The book talks about alleged sitings of Charlie McComas, whose parents were killed by Chato's Apaches along the Silver City-Lordsburg road in 1883. It was said that Charlie was captured and raised among the Apaches and grew up to conduct raids in Mexico well into the 1920s. Some other historians disputed this storyline and contended that Charlie died shortly after General Crook's raid into the Sierra Madre in 1885. The book also spends a lot of time covering the revenge expedition of Francisco Fimbres into the Sierra Madre in the late 1920s; most of his family was killed by the "bronco" Apaches and his son captured and taken into the mountains. His expeditions took on a circus-like atmospehre with his call to people on both sides of the border to convene in Douglas, Arizona to conduct a raid with over 1,000 people to kill the indians and take back his son. However, the American and Mexican governments scotched the idea as being to stressful to diplomatic relations and that the Mexican anxiety of "gringos" coming south of the border to hunt for the renegades mdae them uncomfortable.

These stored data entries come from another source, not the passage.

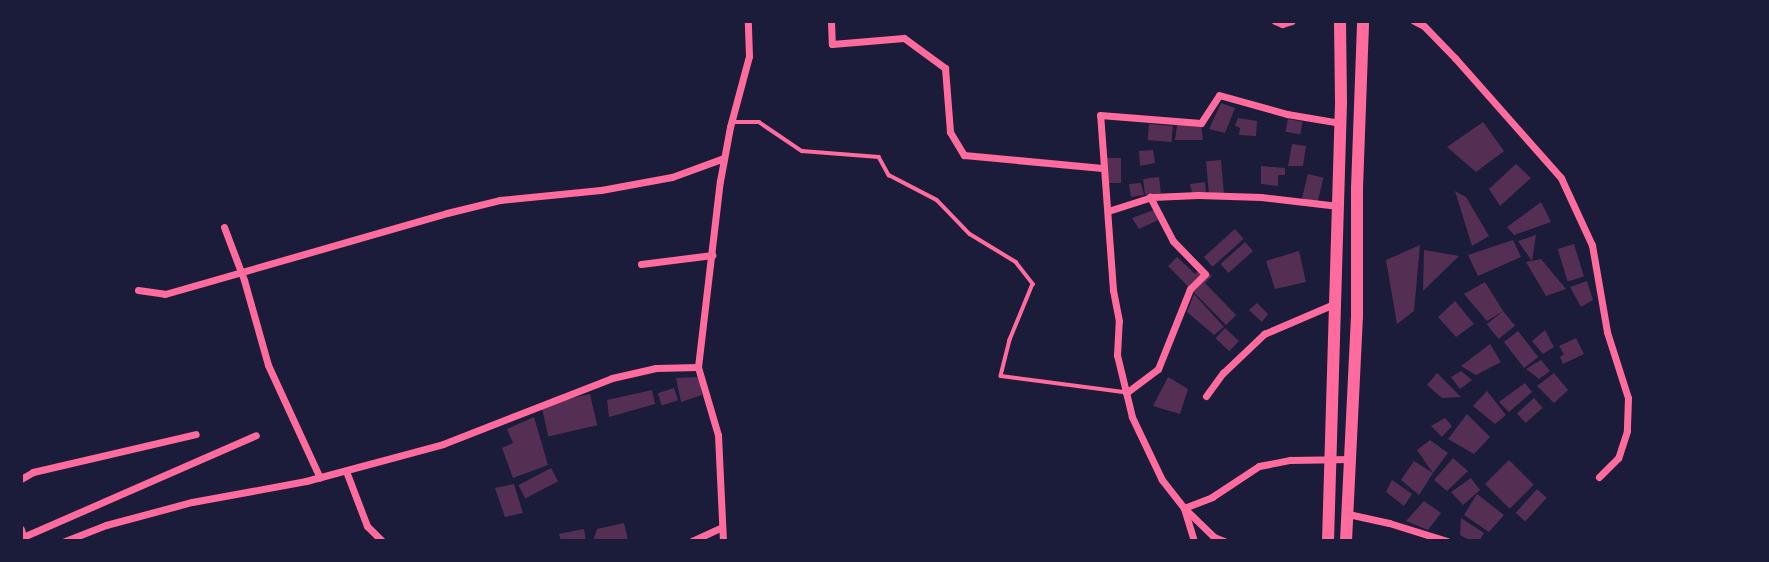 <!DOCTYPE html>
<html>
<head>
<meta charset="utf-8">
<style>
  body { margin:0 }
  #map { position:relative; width:1769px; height:562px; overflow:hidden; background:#1b1b3a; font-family:Signika,sans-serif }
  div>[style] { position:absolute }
  .building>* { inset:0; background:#542f53; transform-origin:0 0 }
  .service>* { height:3.5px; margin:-1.75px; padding:0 1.75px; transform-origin:1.75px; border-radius:1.75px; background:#ff6b9d }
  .minor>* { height:7px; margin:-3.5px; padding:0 3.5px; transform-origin:3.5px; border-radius:3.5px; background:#ff6b9d }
  .primary>* { height:12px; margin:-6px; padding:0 6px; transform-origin:6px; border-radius:6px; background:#ff6b9d }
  span { translate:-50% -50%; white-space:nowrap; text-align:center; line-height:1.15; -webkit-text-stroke:5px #1b1b3a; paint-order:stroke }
  .frame { position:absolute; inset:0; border:23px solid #1b1b3a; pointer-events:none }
</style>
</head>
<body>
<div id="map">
  <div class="building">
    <div style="clip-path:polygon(1221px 103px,1235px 108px,1225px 133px,1209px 129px)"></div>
    <div style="clip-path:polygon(1238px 118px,1257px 121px,1256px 136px,1239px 135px,1240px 128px,1235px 126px)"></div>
    <div style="left:1288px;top:119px;width:15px;height:13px;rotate:11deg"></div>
    <div style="clip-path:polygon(1483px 122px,1504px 151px,1476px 172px,1447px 147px)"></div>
    <div style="left:1149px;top:124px;width:24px;height:16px;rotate:5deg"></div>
    <div style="clip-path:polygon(1177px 125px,1201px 125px,1203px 140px,1175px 140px)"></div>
    <div style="clip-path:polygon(1292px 144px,1306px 146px,1303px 166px,1288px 166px)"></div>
    <div style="clip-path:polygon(1153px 150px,1155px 163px,1140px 166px,1139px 151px)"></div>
    <div style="left:1106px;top:158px;width:15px;height:25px"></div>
    <div style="left:1221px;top:160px;width:33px;height:15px;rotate:85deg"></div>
    <div style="clip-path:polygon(1516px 164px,1531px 178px,1500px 206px,1489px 189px)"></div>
    <div style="clip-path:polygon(1261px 166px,1285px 168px,1285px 175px,1278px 175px,1278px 186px,1261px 184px)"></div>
    <div style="left:1308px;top:174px;width:16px;height:25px;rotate:14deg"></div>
    <div style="left:1159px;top:177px;width:16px;height:16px;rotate:83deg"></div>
    <div style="clip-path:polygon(1205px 182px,1206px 194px,1192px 193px,1190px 184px)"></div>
    <div style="clip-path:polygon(1141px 183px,1144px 195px,1131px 197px,1129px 184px)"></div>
    <div style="clip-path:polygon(1455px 191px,1466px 197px,1489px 236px,1472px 246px)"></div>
    <div style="clip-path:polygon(1541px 202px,1551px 222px,1514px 235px,1507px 227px)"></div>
    <div style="clip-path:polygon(1154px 210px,1158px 220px,1139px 229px,1132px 218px)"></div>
    <div style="left:1235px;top:229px;width:13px;height:42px;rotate:48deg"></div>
    <div style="clip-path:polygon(1536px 235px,1532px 261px,1518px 241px)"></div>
    <div style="clip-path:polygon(1513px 240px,1521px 257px,1478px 276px,1468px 255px)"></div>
    <div style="left:1245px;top:242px;width:12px;height:33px;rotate:48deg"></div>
    <div style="left:1574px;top:244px;width:34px;height:17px;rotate:73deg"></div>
    <div style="clip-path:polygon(1420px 245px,1414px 311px,1397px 324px,1386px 260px)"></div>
    <div style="clip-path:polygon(1424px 250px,1459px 256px,1423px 291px)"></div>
    <div style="clip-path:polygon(1299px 251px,1306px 282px,1275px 289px,1266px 261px)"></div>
    <div style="clip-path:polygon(1177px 257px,1195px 274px,1202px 267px,1212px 276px,1205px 283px,1236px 315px,1226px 325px,1168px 266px)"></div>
    <div style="clip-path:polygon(1541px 259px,1566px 289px,1546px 296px,1526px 262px)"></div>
    <div style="clip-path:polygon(1587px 281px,1593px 300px,1581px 307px,1570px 287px)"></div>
    <div style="clip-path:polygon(1485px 282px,1503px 311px,1487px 321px,1464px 294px)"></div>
    <div style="clip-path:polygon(1194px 294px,1224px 327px,1214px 335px,1187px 312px)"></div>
    <div style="clip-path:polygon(1455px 301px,1474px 324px,1456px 337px,1438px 317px)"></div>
    <div style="clip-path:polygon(1257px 303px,1268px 314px,1262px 322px,1249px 310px)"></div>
    <div style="left:1503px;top:311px;width:19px;height:21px;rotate:51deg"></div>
    <div style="left:1225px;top:328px;width:19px;height:14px;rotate:43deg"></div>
    <div style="clip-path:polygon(1545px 330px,1554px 347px,1543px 354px,1532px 341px)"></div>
    <div style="left:1518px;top:331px;width:33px;height:18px;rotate:52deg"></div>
    <div style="clip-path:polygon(1576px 338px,1584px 354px,1563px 364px,1560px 357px,1564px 354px,1559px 346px)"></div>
    <div style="clip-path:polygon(1490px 344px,1501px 362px,1476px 375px,1461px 366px)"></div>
    <div style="clip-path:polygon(1541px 360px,1550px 371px,1539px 379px,1526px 369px)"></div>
    <div style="clip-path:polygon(1461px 371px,1472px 380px,1460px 389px,1451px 377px)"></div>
    <div style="clip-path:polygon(1437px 373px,1461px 397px,1442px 398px,1427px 385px)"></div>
    <div style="clip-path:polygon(1554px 373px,1568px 390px,1554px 403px,1537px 386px)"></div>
    <div style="clip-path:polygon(698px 377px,702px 395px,681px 402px,676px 378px)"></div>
    <div style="clip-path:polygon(1168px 377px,1188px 389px,1180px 414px,1153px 406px)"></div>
    <div style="clip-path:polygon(1525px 383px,1532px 392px,1509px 412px,1499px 402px)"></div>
    <div style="left:674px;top:388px;width:13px;height:17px;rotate:72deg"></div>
    <div style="clip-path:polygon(652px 390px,655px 404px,609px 417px,607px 400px)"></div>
    <div style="clip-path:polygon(1487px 391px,1506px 415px,1495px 424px,1473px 406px)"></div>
    <div style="left:590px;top:394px;width:32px;height:50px;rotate:77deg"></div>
    <div style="left:1534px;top:398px;width:13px;height:23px;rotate:48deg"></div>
    <div style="clip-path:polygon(1467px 414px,1490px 437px,1474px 454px,1448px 439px)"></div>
    <div style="clip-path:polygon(534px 417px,548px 465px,513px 478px,502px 448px,513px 443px,507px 429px)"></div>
    <div style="clip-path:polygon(1445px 418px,1452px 426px,1442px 437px,1431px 426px)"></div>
    <div style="clip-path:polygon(1430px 440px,1448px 453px,1433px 473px,1417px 450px)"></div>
    <div style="clip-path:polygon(1453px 458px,1468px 471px,1447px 491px,1434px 480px)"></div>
    <div style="left:1509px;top:460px;width:35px;height:34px;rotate:45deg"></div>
    <div style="clip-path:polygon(1414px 461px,1433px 473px,1419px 495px,1401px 480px)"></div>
    <div style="left:551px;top:468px;width:15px;height:37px;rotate:62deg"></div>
    <div style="clip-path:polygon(1471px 478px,1480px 490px,1463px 505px,1451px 492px)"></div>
    <div style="clip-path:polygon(1392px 480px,1412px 494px,1404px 506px,1386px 492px)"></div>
    <div style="clip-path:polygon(514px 484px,523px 513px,505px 517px,495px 488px)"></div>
    <div style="left:1537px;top:489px;width:13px;height:32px;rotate:42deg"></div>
    <div style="clip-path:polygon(1477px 494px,1504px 515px,1489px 532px,1464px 515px)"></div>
    <div style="clip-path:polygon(1424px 501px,1441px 513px,1428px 530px,1406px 521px)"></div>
    <div style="clip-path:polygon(1461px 518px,1484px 533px,1479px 541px,1471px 541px,1460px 535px)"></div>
    <div style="clip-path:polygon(624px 523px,628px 540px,593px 541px,597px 529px)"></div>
    <div style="clip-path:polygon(584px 529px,586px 541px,561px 541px,559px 534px)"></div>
  </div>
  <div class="service">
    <div style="left:733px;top:122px;width:26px"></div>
    <div style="left:759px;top:122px;width:52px;rotate:34deg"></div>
    <div style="left:802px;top:151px;width:77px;rotate:4.5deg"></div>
    <div style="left:879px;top:157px;width:21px;rotate:61deg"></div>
    <div style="left:889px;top:175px;width:54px;rotate:27.5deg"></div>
    <div style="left:937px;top:200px;width:47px;rotate:45.9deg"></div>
    <div style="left:970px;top:234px;width:54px;rotate:31.3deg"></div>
    <div style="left:1016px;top:262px;width:28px;rotate:52deg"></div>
    <div style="left:1033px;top:284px;width:61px;rotate:112.3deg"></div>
    <div style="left:1010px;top:340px;width:37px;rotate:104deg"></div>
    <div style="left:1001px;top:376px;width:125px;rotate:7.4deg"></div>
  </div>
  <div class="minor">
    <div style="left:831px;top:21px;width:23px;rotate:88deg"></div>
    <div style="left:832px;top:44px;width:72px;rotate:-4.8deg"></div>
    <div style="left:904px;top:38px;width:51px;rotate:36.2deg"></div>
    <div style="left:945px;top:68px;width:64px;rotate:85.5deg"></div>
    <div style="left:950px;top:132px;width:27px;rotate:59deg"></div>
    <div style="left:964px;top:155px;width:139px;rotate:5.4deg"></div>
    <div style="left:1275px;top:21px;width:8px;rotate:23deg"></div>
    <div style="left:1282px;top:24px;width:10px;rotate:-17deg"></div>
    <div style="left:1414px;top:21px;width:11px;rotate:27deg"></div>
    <div style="left:1424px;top:26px;width:45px;rotate:45.9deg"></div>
    <div style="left:1455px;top:58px;width:160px;rotate:48.5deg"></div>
    <div style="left:1561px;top:178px;width:74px;rotate:65.2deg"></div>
    <div style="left:1592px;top:245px;width:88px;rotate:80.2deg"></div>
    <div style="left:1607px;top:332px;width:69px;rotate:72.3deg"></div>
    <div style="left:1628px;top:398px;width:33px;rotate:92deg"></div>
    <div style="left:1627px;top:431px;width:28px;rotate:108deg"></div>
    <div style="left:1618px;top:458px;width:27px;rotate:135deg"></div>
    <div style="left:1108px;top:211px;width:46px;rotate:-17.7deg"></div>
    <div style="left:1152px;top:197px;width:46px;rotate:-2.5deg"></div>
    <div style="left:1198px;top:195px;width:63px;rotate:1.8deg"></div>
    <div style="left:1261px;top:197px;width:78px;rotate:6.7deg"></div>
    <div style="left:224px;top:227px;width:57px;rotate:69.3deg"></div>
    <div style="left:244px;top:280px;width:88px;rotate:74.2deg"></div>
    <div style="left:268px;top:365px;width:124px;rotate:65.3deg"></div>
    <div style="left:641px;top:264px;width:72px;rotate:-7.2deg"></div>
    <div style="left:138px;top:290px;width:27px;rotate:8deg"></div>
    <div style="left:165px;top:294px;width:293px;rotate:-16deg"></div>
    <div style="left:447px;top:213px;width:55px;rotate:-13.8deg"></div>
    <div style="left:500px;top:200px;width:101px;rotate:-5.7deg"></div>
    <div style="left:601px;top:190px;width:72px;rotate:-10.4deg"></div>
    <div style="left:672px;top:177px;width:55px;rotate:-20.1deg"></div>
    <div style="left:1126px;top:393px;width:40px;rotate:-37deg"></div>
    <div style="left:1158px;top:369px;width:86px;rotate:-68.2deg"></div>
    <div style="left:1190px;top:289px;width:21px;rotate:-45deg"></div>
    <div style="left:1205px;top:274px;width:46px;rotate:-134.1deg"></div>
    <div style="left:1173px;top:241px;width:50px;rotate:-117.6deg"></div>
    <div style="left:1206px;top:396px;width:29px;rotate:-54deg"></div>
    <div style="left:1223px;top:373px;width:57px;rotate:-43.6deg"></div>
    <div style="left:1264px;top:334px;width:76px;rotate:-23.2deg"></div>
    <div style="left:346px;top:471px;width:59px;rotate:69.1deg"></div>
    <div style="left:367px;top:526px;width:21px;rotate:45deg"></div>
    <div style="left:21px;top:479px;width:14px;rotate:-30deg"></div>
    <div style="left:33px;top:472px;width:167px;rotate:-13.1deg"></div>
    <div style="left:1348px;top:514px;width:42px;rotate:12.4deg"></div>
    <div style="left:1389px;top:523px;width:61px;rotate:17.2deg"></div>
    <div style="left:21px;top:529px;width:8px;rotate:76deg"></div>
    <div style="left:23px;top:537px;width:254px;rotate:-23.6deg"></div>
    <div style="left:65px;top:541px;width:44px;rotate:-21.3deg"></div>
    <div style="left:106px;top:525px;width:89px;rotate:-15deg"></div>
    <div style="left:192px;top:502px;width:116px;rotate:-10.4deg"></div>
    <div style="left:306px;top:481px;width:142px;rotate:-15.1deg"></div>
    <div style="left:443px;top:444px;width:181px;rotate:-21.3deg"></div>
    <div style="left:612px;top:378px;width:45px;rotate:-12.8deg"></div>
    <div style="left:656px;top:368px;width:42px;rotate:-1.4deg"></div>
    <div style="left:692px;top:541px;width:33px;rotate:-25deg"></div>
    <div style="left:723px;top:541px;width:106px;rotate:-92.7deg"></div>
    <div style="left:718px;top:435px;width:71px;rotate:-106.4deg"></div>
    <div style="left:698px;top:367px;width:187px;rotate:-83.3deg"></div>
    <div style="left:720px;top:181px;width:55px;rotate:-79.5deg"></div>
    <div style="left:730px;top:127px;width:73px;rotate:-75deg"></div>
    <div style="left:749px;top:56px;width:35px;rotate:-92deg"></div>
    <div style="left:1194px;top:541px;width:34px;rotate:-107deg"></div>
    <div style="left:1184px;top:508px;width:30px;rotate:-21deg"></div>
    <div style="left:1212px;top:497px;width:56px;rotate:-33.4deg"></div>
    <div style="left:1259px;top:466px;width:32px;rotate:-11deg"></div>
    <div style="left:1290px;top:460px;width:61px;rotate:-0.9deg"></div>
    <div style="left:1224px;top:541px;width:11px;rotate:-158deg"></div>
    <div style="left:1214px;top:537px;width:42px;rotate:-136deg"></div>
    <div style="left:1184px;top:508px;width:36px;rotate:-128deg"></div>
    <div style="left:1162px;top:480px;width:70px;rotate:-115.5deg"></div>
    <div style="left:1132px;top:417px;width:64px;rotate:-103.6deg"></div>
    <div style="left:1117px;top:355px;width:34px;rotate:-87deg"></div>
    <div style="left:1119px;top:321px;width:32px;rotate:-101deg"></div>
    <div style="left:1113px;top:290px;width:175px;rotate:-94.2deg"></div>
    <div style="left:1100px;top:115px;width:101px;rotate:4.5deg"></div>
    <div style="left:1201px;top:123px;width:33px;rotate:-57deg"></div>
    <div style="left:1219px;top:95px;width:71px;rotate:15.6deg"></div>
    <div style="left:1287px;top:114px;width:55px;rotate:9.5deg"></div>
  </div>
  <div class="primary">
    <div style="left:1328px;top:541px;width:439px;rotate:-88.3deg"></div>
    <div style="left:1341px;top:102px;width:81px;rotate:-90.7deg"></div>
    <div style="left:1346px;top:541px;width:224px;rotate:-87.2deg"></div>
    <div style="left:1357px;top:317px;width:129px;rotate:-90deg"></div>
    <div style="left:1357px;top:188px;width:167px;rotate:-87.9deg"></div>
  </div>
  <div class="frame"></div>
</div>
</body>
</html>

After numerous forays into the moutains, the Mexicans finally gave the renegades the final coup de grace by the mid-1930s. The author concludes the book by stating that the descendents of these bands no longer conduct raids on cattle or townsfolk in the valleys below, but rather are in the more modern business of shipping drugs into the United States and are in a battle with drug enforcement detachments in Mexico and the U.S. There is still violence in those valleys. The book was written in 1993 and the drug war mentioned in the last chapter still rages today with the rise of the fierce Zetas.

The book contains 157 pages of text, an appendix containing documents relating to the Fimbres expedtion, end notes, a bibliography and an index. In looking at the end notes, there is a heavy reliance on the local newspapers of southeast Arizona of that time as source material. More collaboration of these stories could have been obtained to establish the facts of the stories in this book.